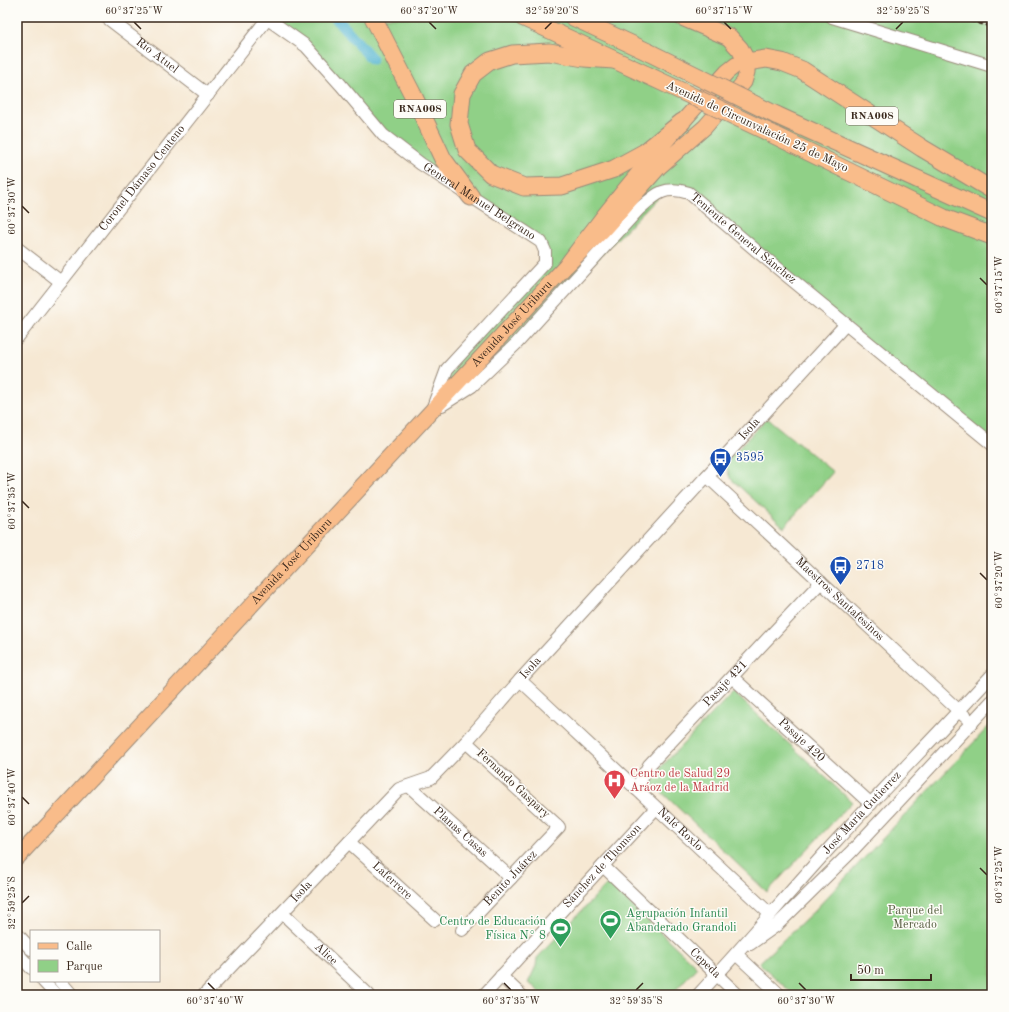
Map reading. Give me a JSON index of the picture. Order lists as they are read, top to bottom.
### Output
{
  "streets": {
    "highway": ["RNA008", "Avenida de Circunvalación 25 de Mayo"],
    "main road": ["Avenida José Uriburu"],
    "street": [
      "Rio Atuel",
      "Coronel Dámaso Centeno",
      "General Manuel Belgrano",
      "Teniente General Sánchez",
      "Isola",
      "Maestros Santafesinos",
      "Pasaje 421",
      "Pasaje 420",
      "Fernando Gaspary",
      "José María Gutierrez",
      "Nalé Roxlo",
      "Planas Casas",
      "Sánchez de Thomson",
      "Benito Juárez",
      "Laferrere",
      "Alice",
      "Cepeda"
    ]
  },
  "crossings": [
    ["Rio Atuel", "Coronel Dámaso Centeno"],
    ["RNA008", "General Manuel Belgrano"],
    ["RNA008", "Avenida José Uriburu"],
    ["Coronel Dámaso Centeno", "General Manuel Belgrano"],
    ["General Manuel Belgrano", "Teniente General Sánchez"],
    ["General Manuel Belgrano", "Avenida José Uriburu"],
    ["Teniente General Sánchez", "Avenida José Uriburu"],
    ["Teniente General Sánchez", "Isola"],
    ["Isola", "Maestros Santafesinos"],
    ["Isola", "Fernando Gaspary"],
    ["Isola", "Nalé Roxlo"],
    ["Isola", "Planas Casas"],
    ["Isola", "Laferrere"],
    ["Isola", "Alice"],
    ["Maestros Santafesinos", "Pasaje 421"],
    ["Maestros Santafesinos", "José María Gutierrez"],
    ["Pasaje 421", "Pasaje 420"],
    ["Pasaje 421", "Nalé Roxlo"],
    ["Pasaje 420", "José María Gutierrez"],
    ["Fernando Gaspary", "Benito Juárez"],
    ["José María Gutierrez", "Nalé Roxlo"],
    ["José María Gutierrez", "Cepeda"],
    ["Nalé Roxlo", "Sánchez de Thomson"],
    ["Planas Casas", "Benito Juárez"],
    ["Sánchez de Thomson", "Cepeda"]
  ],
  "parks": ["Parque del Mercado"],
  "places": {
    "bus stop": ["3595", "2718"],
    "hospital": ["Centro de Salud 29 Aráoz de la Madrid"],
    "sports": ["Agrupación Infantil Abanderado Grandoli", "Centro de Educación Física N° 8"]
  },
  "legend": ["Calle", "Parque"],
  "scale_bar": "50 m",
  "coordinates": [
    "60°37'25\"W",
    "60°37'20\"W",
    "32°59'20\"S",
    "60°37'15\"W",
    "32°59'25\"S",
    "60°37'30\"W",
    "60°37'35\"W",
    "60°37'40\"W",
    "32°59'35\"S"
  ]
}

...

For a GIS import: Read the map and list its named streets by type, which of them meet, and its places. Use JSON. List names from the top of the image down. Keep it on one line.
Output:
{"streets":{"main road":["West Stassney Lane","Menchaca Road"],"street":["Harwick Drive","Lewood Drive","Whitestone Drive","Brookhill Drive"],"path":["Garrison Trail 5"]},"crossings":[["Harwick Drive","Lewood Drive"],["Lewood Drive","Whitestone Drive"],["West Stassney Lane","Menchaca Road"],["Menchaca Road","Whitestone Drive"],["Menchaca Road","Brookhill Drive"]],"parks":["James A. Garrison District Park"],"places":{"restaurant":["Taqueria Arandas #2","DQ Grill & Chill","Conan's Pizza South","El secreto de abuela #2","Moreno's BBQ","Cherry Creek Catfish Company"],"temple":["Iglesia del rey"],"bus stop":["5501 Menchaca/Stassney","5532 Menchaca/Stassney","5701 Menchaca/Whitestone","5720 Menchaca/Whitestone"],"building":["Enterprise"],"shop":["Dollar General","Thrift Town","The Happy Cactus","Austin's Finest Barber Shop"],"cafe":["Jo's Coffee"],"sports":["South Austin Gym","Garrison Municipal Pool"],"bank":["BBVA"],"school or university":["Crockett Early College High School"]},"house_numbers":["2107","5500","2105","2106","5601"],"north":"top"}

Problem requirements:
Where does "JSON" appear in the listing? Show every line that has it.

Exercise result:
Map reading. Give me a JSON index of the picture. Order lists as they are read, top to bottom.
For a GIS import: Read the map and list its named streets by type, which of them meet, and its places. Use JSON. List names from the top of the image down. Keep it on one line.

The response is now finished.